## What is needed:
Reproduce the records word for word, apart from the images they contain.

[Stored data entries]
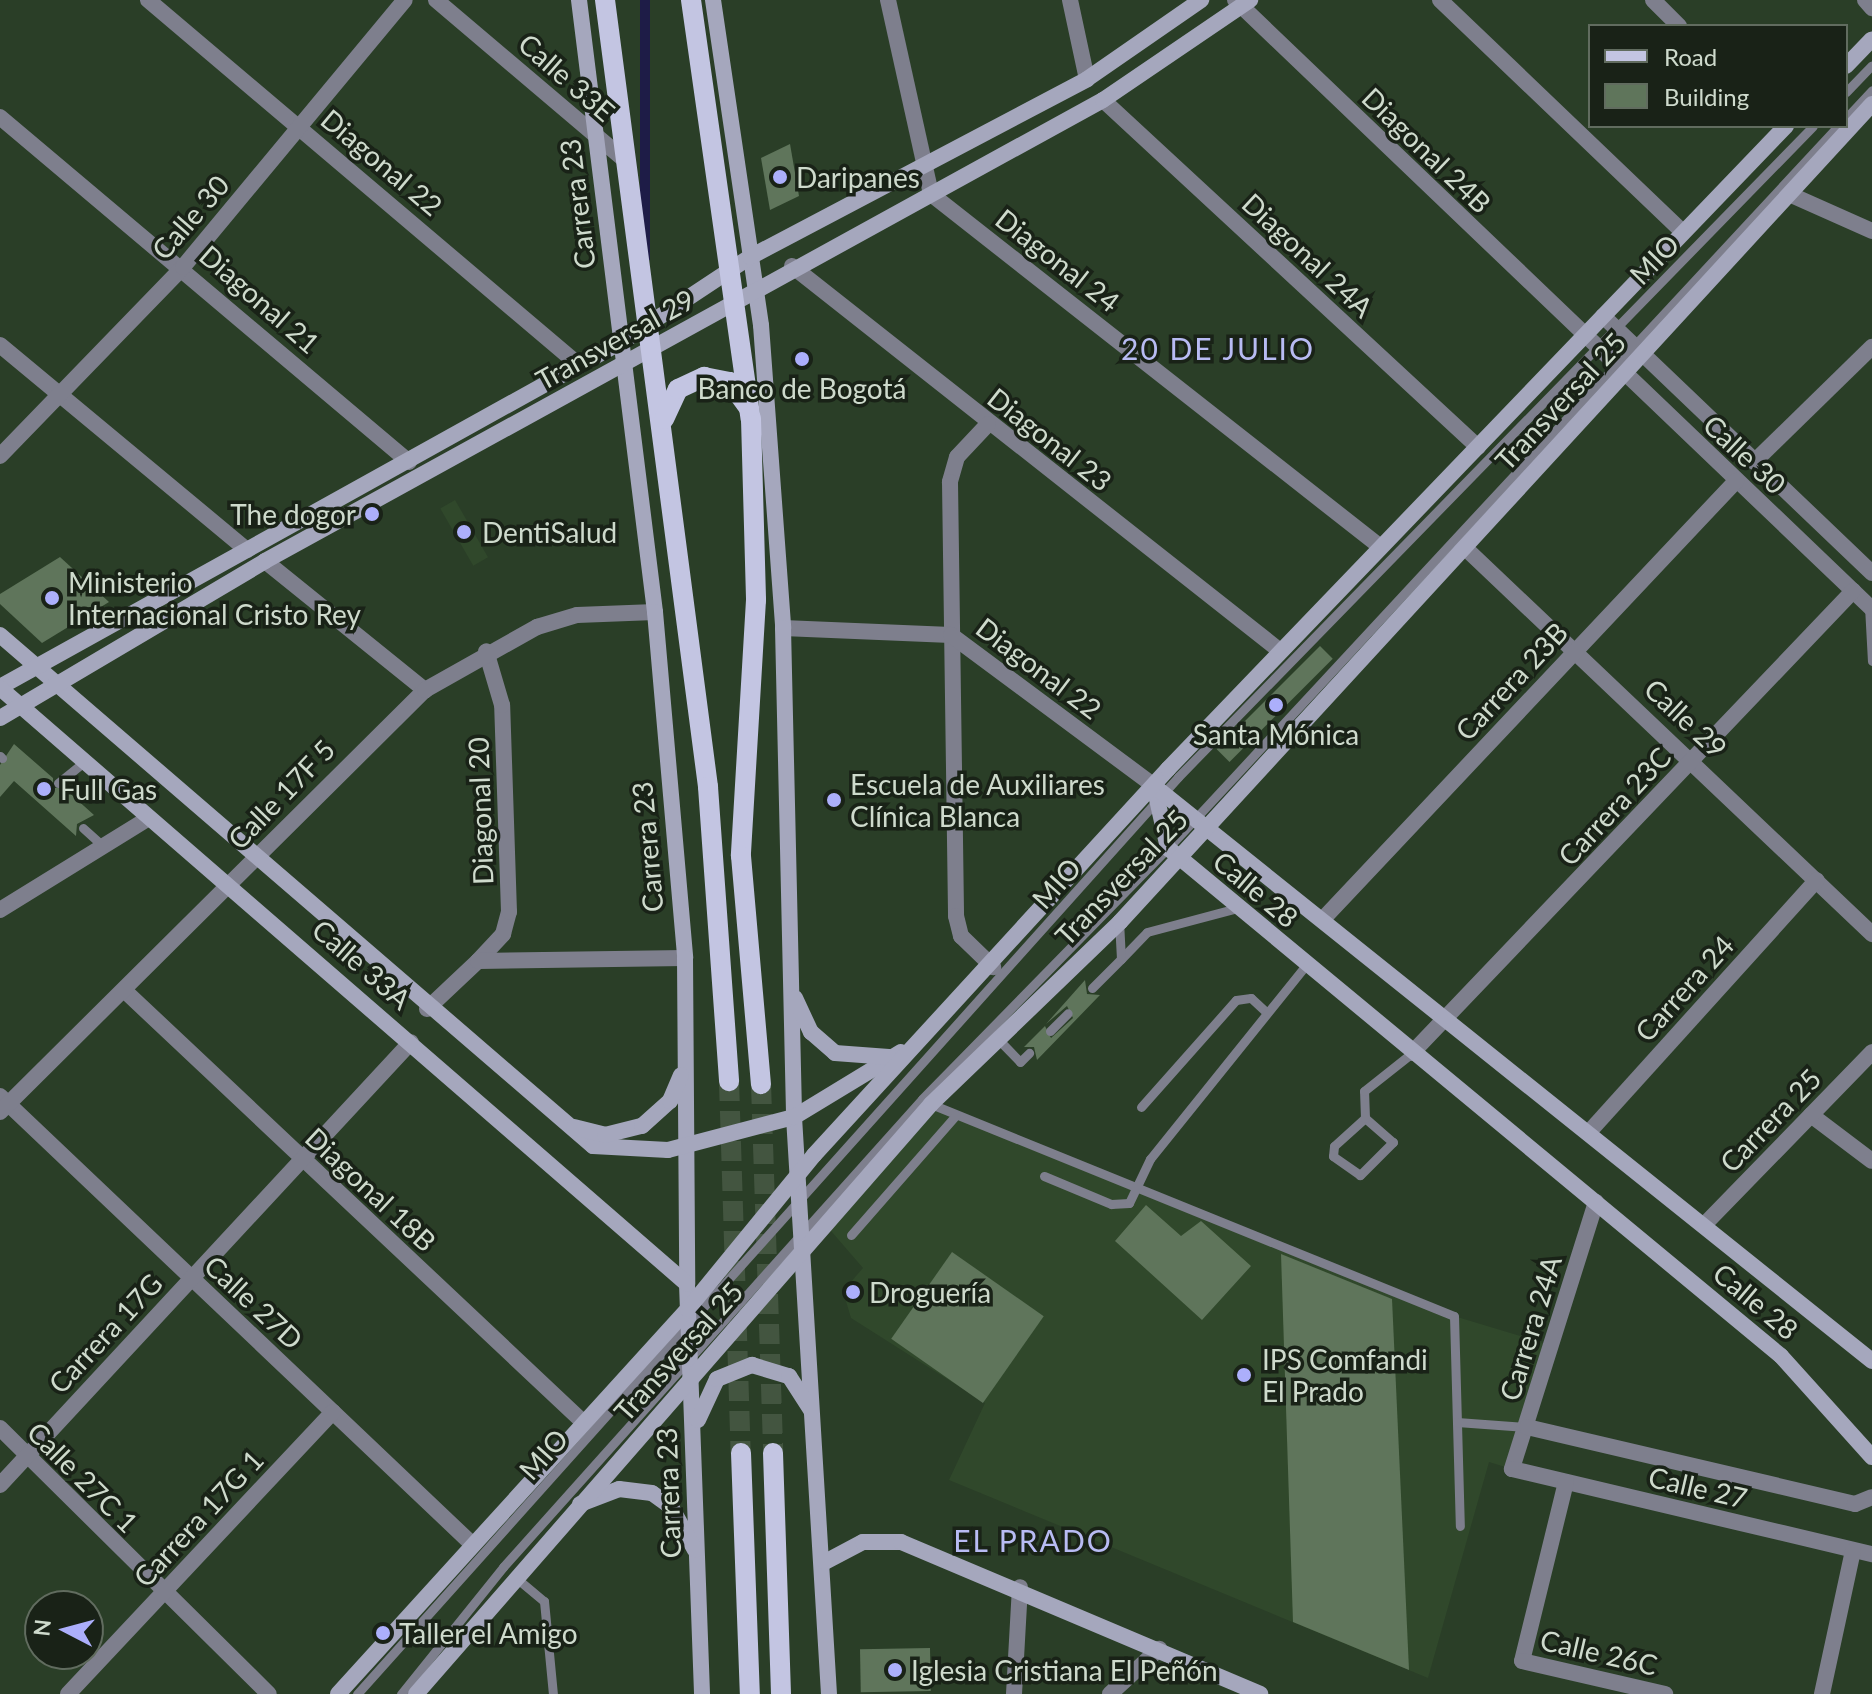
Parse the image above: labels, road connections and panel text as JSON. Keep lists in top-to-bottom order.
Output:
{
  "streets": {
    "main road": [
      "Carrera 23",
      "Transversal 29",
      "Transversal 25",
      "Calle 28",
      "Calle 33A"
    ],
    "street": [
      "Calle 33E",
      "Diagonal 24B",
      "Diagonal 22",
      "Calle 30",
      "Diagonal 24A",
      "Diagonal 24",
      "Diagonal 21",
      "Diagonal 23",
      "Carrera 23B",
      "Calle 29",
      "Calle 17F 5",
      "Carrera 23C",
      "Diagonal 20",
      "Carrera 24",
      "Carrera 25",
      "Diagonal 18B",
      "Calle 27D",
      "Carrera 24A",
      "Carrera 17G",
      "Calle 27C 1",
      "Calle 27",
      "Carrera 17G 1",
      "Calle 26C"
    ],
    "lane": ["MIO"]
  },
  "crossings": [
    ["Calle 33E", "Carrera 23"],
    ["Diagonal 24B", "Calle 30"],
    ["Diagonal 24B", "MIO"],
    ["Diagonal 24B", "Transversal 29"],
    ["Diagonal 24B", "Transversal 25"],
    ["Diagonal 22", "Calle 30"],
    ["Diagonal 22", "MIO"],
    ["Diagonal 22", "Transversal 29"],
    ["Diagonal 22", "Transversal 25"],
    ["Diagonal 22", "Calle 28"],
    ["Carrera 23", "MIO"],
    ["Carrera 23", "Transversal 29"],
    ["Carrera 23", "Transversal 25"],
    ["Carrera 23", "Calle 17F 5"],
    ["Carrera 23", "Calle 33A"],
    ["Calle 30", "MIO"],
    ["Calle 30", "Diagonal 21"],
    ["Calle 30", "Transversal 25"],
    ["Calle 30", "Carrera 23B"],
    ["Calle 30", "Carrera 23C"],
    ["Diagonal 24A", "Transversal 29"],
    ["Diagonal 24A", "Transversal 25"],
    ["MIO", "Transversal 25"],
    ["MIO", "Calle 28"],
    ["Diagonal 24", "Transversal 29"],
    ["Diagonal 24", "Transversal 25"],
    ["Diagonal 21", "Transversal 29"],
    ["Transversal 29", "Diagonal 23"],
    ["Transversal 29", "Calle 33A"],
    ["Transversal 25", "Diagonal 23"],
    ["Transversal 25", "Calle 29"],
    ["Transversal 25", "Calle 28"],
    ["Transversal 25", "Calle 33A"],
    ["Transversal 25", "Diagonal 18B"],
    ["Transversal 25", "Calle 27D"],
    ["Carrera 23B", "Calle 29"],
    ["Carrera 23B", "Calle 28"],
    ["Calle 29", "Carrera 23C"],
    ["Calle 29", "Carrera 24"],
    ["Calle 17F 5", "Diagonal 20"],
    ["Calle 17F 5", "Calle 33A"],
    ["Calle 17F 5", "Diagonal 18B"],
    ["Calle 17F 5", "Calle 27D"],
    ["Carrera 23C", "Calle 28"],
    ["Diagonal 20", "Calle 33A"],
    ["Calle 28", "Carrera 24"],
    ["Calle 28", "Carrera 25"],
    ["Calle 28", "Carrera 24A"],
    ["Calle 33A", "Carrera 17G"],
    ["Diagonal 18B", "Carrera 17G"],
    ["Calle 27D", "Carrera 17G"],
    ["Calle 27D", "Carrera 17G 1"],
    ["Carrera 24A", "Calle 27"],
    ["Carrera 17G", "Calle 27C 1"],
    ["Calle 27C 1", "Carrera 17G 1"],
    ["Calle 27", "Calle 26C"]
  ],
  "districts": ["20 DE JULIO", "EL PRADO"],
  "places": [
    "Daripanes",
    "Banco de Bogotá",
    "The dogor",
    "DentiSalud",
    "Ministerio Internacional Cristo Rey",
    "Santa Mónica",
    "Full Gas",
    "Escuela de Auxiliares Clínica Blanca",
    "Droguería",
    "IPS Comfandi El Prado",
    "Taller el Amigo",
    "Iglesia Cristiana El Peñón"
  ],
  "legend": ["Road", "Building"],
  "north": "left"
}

## Response:
Parse the image above: labels, road connections and panel text as JSON. Keep lists in top-to-bottom order.
Output:
{
  "streets": {
    "main road": [
      "Carrera 23",
      "Transversal 29",
      "Transversal 25",
      "Calle 28",
      "Calle 33A"
    ],
    "street": [
      "Calle 33E",
      "Diagonal 24B",
      "Diagonal 22",
      "Calle 30",
      "Diagonal 24A",
      "Diagonal 24",
      "Diagonal 21",
      "Diagonal 23",
      "Carrera 23B",
      "Calle 29",
      "Calle 17F 5",
      "Carrera 23C",
      "Diagonal 20",
      "Carrera 24",
      "Carrera 25",
      "Diagonal 18B",
      "Calle 27D",
      "Carrera 24A",
      "Carrera 17G",
      "Calle 27C 1",
      "Calle 27",
      "Carrera 17G 1",
      "Calle 26C"
    ],
    "lane": ["MIO"]
  },
  "crossings": [
    ["Calle 33E", "Carrera 23"],
    ["Diagonal 24B", "Calle 30"],
    ["Diagonal 24B", "MIO"],
    ["Diagonal 24B", "Transversal 29"],
    ["Diagonal 24B", "Transversal 25"],
    ["Diagonal 22", "Calle 30"],
    ["Diagonal 22", "MIO"],
    ["Diagonal 22", "Transversal 29"],
    ["Diagonal 22", "Transversal 25"],
    ["Diagonal 22", "Calle 28"],
    ["Carrera 23", "MIO"],
    ["Carrera 23", "Transversal 29"],
    ["Carrera 23", "Transversal 25"],
    ["Carrera 23", "Calle 17F 5"],
    ["Carrera 23", "Calle 33A"],
    ["Calle 30", "MIO"],
    ["Calle 30", "Diagonal 21"],
    ["Calle 30", "Transversal 25"],
    ["Calle 30", "Carrera 23B"],
    ["Calle 30", "Carrera 23C"],
    ["Diagonal 24A", "Transversal 29"],
    ["Diagonal 24A", "Transversal 25"],
    ["MIO", "Transversal 25"],
    ["MIO", "Calle 28"],
    ["Diagonal 24", "Transversal 29"],
    ["Diagonal 24", "Transversal 25"],
    ["Diagonal 21", "Transversal 29"],
    ["Transversal 29", "Diagonal 23"],
    ["Transversal 29", "Calle 33A"],
    ["Transversal 25", "Diagonal 23"],
    ["Transversal 25", "Calle 29"],
    ["Transversal 25", "Calle 28"],
    ["Transversal 25", "Calle 33A"],
    ["Transversal 25", "Diagonal 18B"],
    ["Transversal 25", "Calle 27D"],
    ["Carrera 23B", "Calle 29"],
    ["Carrera 23B", "Calle 28"],
    ["Calle 29", "Carrera 23C"],
    ["Calle 29", "Carrera 24"],
    ["Calle 17F 5", "Diagonal 20"],
    ["Calle 17F 5", "Calle 33A"],
    ["Calle 17F 5", "Diagonal 18B"],
    ["Calle 17F 5", "Calle 27D"],
    ["Carrera 23C", "Calle 28"],
    ["Diagonal 20", "Calle 33A"],
    ["Calle 28", "Carrera 24"],
    ["Calle 28", "Carrera 25"],
    ["Calle 28", "Carrera 24A"],
    ["Calle 33A", "Carrera 17G"],
    ["Diagonal 18B", "Carrera 17G"],
    ["Calle 27D", "Carrera 17G"],
    ["Calle 27D", "Carrera 17G 1"],
    ["Carrera 24A", "Calle 27"],
    ["Carrera 17G", "Calle 27C 1"],
    ["Calle 27C 1", "Carrera 17G 1"],
    ["Calle 27", "Calle 26C"]
  ],
  "districts": ["20 DE JULIO", "EL PRADO"],
  "places": [
    "Daripanes",
    "Banco de Bogotá",
    "The dogor",
    "DentiSalud",
    "Ministerio Internacional Cristo Rey",
    "Santa Mónica",
    "Full Gas",
    "Escuela de Auxiliares Clínica Blanca",
    "Droguería",
    "IPS Comfandi El Prado",
    "Taller el Amigo",
    "Iglesia Cristiana El Peñón"
  ],
  "legend": ["Road", "Building"],
  "north": "left"
}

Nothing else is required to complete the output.